Harasek arbeitet schon lange an Membrantechnologien zum Trennen von Gasen: „Normalerweise leitet man Luft durch eine solche Membran, um Stickstoff zu gewinnen und den Sauerstoff abzuscheiden. Das ist eine schon lange bekannte Technik. Wir müssen dieses Prinzip hier einfach nur umkehren: Wir verwenden nicht den Stickstoff, sondern den angereicherten Sauerstoff.“ Man erreicht so eine Sauerstoffkonzentration von ca. 40 Prozent.  Die Luft wird dann temperiert und befeuchtet und mit erhöhtem Druck über zwei Silikonschläuche oder einer Atemmaske in die Nase des Patienten geleitet. Ein einziger Kompressor kann sauerstoffangereicherte Atemluft für mehrere kranke Personen liefern.

Keine Sauerstoffflaschen

Ein entscheidender Vorteil des Geräts ist, dass es ohne Sauerstoffflaschen auskommt – der Sauerstoff kommt einfach aus der Umgebungsluft. „Das ist wichtig, weil es für das Krankenhauspersonal sehr schwierig ist, immer im Auge zu behalten, welche Sauerstoffflaschen getauscht werden müssen. Und auch die Versorgung mit einer ausreichenden Zahl an Sauerstoffflaschen kann schwierig werden“, sagt Michael Harasek.

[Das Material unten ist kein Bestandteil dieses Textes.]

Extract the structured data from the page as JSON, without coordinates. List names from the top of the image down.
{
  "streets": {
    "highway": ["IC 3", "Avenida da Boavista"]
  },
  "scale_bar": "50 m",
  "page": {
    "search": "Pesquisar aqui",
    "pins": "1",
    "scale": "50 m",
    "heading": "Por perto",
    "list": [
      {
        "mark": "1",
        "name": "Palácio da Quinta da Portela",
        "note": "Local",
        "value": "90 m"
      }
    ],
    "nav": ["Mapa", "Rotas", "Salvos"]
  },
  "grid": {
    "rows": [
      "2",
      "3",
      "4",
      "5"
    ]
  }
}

„Wir sind bereits mit Firmen im Gespräch, die sich für diese Technik interessieren“, sagt Margit Gföhler. „Aus unserer Sicht ist es technisch jedenfalls möglich, solche Geräte in kurzer Zeit in Betrieb zu nehmen, falls es nötig sein sollte und die derzeit in den Krankenhäusern verfügbaren Technologien nicht mehr ausreichen.“

Installationsunternehmen als Produzenten

Als Produzenten kommen Installationsunternehmen, Lohnproduzenten in der maschinenbaulichen Fertigung sowie Menschen mit technischem Verständnis infrage. Noch wurde dieser Vorschlag nicht direkt am Patienten getestet. "Er zielt vor allem auf die Notversorgung mit Sauerstoff-angereicherter Beatmungsluft ab. Die Methode der Sauerstoffgabe ist jedoch medizinisch bekannt und etwa auch vom Robert-Koch-Institut und der WHO bei bestimmten COVID-19 Indikationen empfohlen", erklärt Harasek auf Nachfrage der Kleinen Zeitung.

Das Gerät ist zwar neu, aber der Effekt, den es leistet, ist eine medizinisch anerkannte Maßnahme: „Wir wissen, dass die Gabe von mit Sauerstoff angereicherter Luft bei COVID-19-Kranken mit Atemproblemen sehr hilfreich sein kann“, so Aloy.

Harasek hofft, dass "wir in Österreich nicht in die Situation kommen, die eingerichteten Notspitäler auch tatsächlich zu nützen. Wir denken aber, dass in vielen Ländern Europas und weltweit das Thema der Sauerstoffgabe bei weitem nicht überall verfügbar ist – daher unser Lösungsansatz!"